Honour's Knight - Rachel Bach
A slightly weaker sequel to Fortune's Pawn, perfectly readable but not quite up to the mark set by its predecessor. The setting is solid, Devi's place within it is suitably complex and believably plotted, however as the bigger picture of the series emerges it doesn't quite work for me. I can't quite put my finger on why, except that perhaps it's military sci-fi morphing into space opera or something like that. Also, although the various trials and battles are well set up there's never really a feeling of danger despite a few shocks. Still - some good battles, interesting use of the powered armour that's central to Devi's world, nicely varied aliens and some human interest.
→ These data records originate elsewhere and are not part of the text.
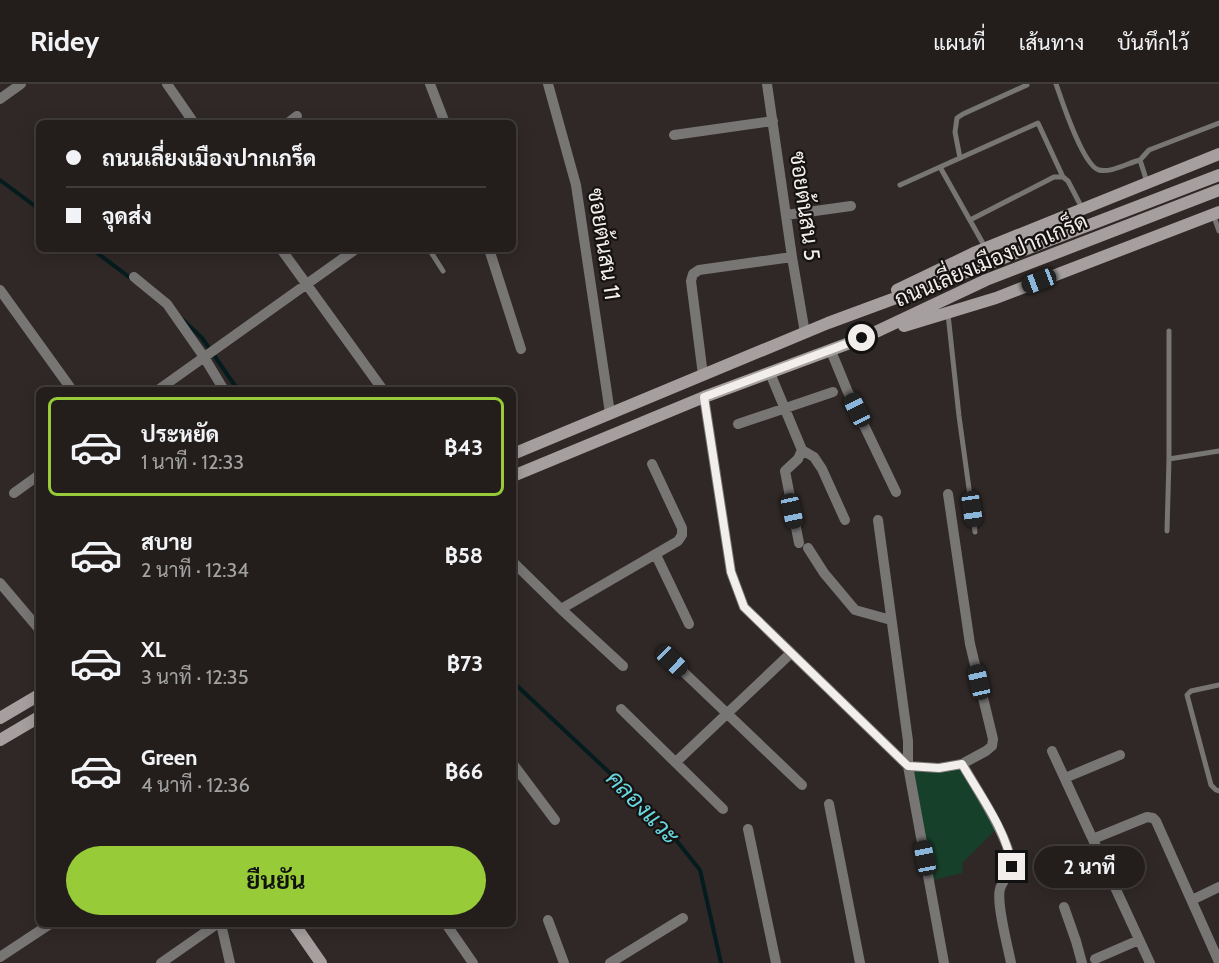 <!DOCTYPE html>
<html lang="th">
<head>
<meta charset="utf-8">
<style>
  body { margin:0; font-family:Cabin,Sarabun,sans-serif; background:#2f2b29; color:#f1f3f6; height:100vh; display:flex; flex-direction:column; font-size:22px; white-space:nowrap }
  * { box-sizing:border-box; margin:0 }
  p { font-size:20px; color:#a3a2a3 }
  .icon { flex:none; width:33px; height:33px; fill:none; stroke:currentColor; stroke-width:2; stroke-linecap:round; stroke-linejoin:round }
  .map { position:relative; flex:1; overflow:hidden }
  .details { position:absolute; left:36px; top:303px; width:480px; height:540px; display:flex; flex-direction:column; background:#231e1c; border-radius:9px; box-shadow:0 3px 15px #0003,0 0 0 2px #403c3b }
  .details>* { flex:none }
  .hud { position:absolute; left:36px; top:36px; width:480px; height:132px; border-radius:9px; box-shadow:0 3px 15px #0003,0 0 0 2px #403c3b; display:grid; align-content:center; height:132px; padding:0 30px; background:#231e1c }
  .end { position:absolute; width:27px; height:27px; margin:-14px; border:8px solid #f2eeec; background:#111; box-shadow:0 0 0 3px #111 }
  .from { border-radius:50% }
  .bubble { position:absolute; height:42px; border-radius:21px; background:#231e1c; box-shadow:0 3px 15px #0003,0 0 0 2px #403c3b; font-size:20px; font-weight:700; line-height:42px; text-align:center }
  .car { position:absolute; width:18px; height:36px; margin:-18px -9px; border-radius:8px; box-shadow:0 0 4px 2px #0007; background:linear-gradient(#222 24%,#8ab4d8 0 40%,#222 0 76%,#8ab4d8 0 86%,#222 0) }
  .hud b { display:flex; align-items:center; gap:21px; height:57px; font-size:22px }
  .hud b+b { border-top:2px solid #403c3b }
  .hud i { width:15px; height:15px; background:#f1f3f6 }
  ul { padding:10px 0 0; list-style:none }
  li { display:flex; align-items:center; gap:18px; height:99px; margin:0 12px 9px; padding:0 18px; border:3px solid transparent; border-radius:9px }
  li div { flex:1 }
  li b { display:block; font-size:22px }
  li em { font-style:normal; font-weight:700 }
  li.active { border-color:#97cc38 }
  li>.icon { width:54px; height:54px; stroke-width:1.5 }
  .button { display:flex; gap:12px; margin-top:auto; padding:12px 30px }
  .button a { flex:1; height:69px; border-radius:36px; background:#97cc38; color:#111; font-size:24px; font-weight:700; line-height:69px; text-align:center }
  header { display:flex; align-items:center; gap:36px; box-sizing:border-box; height:84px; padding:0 30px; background:#231e1c; border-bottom:2px solid #403c3b }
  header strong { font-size:28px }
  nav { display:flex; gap:33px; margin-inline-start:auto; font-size:21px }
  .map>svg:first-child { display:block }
  .green { fill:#17402b }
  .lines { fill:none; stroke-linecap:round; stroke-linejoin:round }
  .stream { stroke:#051c1e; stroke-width:4 }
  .lane { stroke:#787575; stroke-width:5 }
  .street { stroke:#787575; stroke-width:10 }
  .secondary { stroke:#a59f9f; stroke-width:12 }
  .route { stroke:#f2eeec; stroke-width:8 }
  .labels { text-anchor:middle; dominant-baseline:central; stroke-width:4.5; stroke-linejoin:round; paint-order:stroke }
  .street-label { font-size:22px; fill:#f2eeec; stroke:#151211 }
  .water-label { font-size:24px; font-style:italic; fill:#67d6df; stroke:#151211 }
</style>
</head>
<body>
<header>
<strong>Ridey</strong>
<nav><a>แผนที่</a><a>เส้นทาง</a><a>บันทึกไว้</a></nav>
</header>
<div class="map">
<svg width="1219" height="879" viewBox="0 0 1219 879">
  <rect width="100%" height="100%" fill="#2f2826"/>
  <!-- green -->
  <path class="green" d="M 962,680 L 998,743 L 963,778 L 962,789 L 929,797 L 908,682 Z"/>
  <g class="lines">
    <!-- stream -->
    <path class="stream" d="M 0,96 L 39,125
      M 92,165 L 133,196
      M 183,236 L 202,254 L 238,306
      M 513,598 L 660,736 L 700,786 L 721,879"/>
    <!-- lane -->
    <path class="lane" d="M 1056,0 C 1062,17 1083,82 1099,86 C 1111,89 1128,79 1140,76
      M 960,74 L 955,48 L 957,34 L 963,30 L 1027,1 L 1026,0
      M 940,83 L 1038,39 L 1063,93
      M 1147,98 L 1140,76 L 1149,66 L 1219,39
      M 900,101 L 940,83 L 985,163
      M 1213,130 L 1219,147
      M 970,136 L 1054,93 L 1063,93 L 1068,97 L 1082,124
      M 429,165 L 443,187
      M 948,230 L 959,332 L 975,448
      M 468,305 L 469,306
      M 1169,375 L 1219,367
      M 1167,447 L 1169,375 L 1169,247
      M 1219,601 L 1191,607 L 1187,611 L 1211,701 L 1216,706 L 1219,707"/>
    <!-- street -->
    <path class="street" d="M 167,0 L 194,39
      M 430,0 L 445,39
      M 548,0 L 576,101 L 610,329
      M 767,0 L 792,173 L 805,249
      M 0,15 L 21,0
      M 288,39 L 297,32
      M 674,51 L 773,37
      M 786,131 L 851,122
      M 281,165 L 383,306
      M 489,165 L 521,265
      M 134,193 L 167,220 L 204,273 L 224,306
      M 0,206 L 72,306
      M 831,267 L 847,306 L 896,408
      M 770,289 L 802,366 L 814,373 L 822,385 L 845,436
      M 703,291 L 691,197 L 693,190 L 699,186 L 792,173
      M 158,306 L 356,165
      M 704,313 L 731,488 L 744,523 L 908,682 L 939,684 L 962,680 L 986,667 L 992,662 L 993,655 L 970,560 L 948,410
      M 738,340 L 833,308
      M 14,409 L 39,391
      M 878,436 L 908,657 L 908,682 L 944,879
      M 799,459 L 785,387 L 798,375 L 802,366
      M 808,464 L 824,489 L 855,526 L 891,536
      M 656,471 L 689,540
      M 513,478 L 561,525 L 678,457 L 682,451 L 682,444 L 652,380
      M 0,499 L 39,545
      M 561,525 L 623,582
      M 672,577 L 802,701
      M 621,625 L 723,725
      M 1052,667 L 1150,879
      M 676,678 L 791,569
      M 513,680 L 555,736
      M 962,680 C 975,702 1011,757 1011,780 C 1011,789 1002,797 1000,805 C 996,819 1008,863 1011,879
      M 1065,694 L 1120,671
      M 829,720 L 860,879
      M 748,745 L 776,879
      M 1093,755 L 1147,733 L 1153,734 L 1156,737 L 1219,878
      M 1192,816 L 1219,803
      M 1064,823 L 1076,857 L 1082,879
      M 548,836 L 564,879
      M 221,840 L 230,879
      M 446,840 L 473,879
      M 0,873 L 50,840
      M 1095,875 L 1139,856
      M 161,879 L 217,840
      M 610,879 L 683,834"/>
    <!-- secondary -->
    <path class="secondary" d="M 897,206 L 976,168 L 1219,70
      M 904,242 L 996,214 L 1219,128
      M 513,370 L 828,239 L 985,181 L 1219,91
      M 513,392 L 704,313 L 863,254 L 986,196 L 1219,106
      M 0,634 L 39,611
      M 0,656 L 39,633
      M 294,840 L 321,879"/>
  </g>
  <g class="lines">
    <!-- route -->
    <path class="route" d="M 862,254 L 704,313 L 731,488 L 744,523 L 908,682 L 939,684 L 962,680 C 980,711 1007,747 1012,783"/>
  </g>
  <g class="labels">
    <!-- street labels -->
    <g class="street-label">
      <text transform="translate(805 122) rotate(82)">ซอยต้นสน 5</text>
      <text transform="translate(604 160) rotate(81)">ซอยต้นสน 11</text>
      <text transform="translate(991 176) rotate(-23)">ถนนเลี่ยงเมืองปากเกร็ด</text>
    </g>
    <!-- water labels -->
    <g class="water-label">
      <text transform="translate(643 723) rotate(46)">คลองแวะ</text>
    </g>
  </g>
</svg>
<i class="end from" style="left:862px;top:254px"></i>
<i class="end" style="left:1012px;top:783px"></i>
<div class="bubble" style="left:1034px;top:762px;width:111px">2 นาที</div>
<i class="car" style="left:1039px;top:197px;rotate:249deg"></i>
<i class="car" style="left:857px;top:326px;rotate:334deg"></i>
<i class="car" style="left:972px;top:425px;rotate:172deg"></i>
<i class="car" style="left:792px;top:427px;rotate:168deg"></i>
<i class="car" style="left:672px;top:577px;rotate:134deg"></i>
<i class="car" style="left:979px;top:598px;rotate:347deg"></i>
<i class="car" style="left:925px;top:774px;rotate:349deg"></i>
<div class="hud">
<b><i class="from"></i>ถนนเลี่ยงเมืองปากเกร็ด</b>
<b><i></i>จุดส่ง</b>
</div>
<section class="details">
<ul>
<li class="active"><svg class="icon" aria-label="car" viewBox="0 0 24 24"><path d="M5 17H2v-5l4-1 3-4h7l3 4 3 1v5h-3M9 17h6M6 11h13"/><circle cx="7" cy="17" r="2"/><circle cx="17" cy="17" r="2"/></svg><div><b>ประหยัด</b><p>1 นาที · 12:33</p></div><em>฿43</em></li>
<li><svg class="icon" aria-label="car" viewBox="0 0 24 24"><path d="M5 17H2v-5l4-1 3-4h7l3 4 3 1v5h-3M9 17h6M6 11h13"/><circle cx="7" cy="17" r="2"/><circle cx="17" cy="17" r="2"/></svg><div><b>สบาย</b><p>2 นาที · 12:34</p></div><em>฿58</em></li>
<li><svg class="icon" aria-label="car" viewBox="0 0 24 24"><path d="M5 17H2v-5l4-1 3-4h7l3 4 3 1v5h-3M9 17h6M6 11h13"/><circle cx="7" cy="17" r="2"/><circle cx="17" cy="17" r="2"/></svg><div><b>XL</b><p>3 นาที · 12:35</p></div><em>฿73</em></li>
<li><svg class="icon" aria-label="car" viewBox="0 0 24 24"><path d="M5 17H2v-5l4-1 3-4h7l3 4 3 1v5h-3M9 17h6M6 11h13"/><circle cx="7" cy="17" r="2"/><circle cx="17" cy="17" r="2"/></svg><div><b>Green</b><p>4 นาที · 12:36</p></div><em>฿66</em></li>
</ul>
<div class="button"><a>ยืนยัน</a></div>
</section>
</div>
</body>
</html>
Good, and I will get the sequel, but not great.
Niccolò Rising - Dorothy Dunnett
I was put off from starting this by my struggles with King Hereafter but I shouldn't have worried. Despite some of the same difficult characteristics as that book - a plethora of often similar names to pick up, and excessively clever plotting by the main character - I found it far easier to digest and enjoy. It's full of convincing period detail and with the tension between the entitled landed gentry and the new, often richer merchant class (which makes the early Renaissance so interesting as a setting) a central part of the background.
The story moves along nicely and covers a lot of ground, both geographically and in development of the main characters. There are a few moments which seem to be necessitated by the plot rather than being convincing in themselves, and the ending I felt to be a bit of a let-down having its eye on the sequel and a new, interesting setting rather than delivering on what had gone before. I will pick up the next in the series, but with less enthusiasm than I expected when still half way through.
Lucifer's Dragon - Jon Courtenay Grimwood
Good-ish cyberpunk. The story is told in two parts, the current-ish founding of New Venice and the future dystopia, the former being slightly the more interesting and readable part. A few areas jarred - the 1998-era descriptions of shiny new PC technology are a bit embarrassing to the modern eye, and there's the occasional overly graphic or disturbing sexual interlude but mostly it's a solid, engaging novel with a slightly too pat, not entirely convincing ending.
An interesting thing, to my perhaps quirky mind, was that the portrayal of combat set around 100 years in the future was far more sci-fi than anything you'd see in Warhammer 40K.
The Meknificent Seven - Pat Mills
The recent death of Carlos Ezquerra prompted me to pick up the origin compilation of the ABC Warriors, a couple of strips of which I'd read when I was young. I'm not sure about this as an art form - the original format of the stories as short strips make for somewhat shallow reading, however there are some nice concepts, some great art and an irreverence which keeps a few of the stories relevant nearly 40 years later.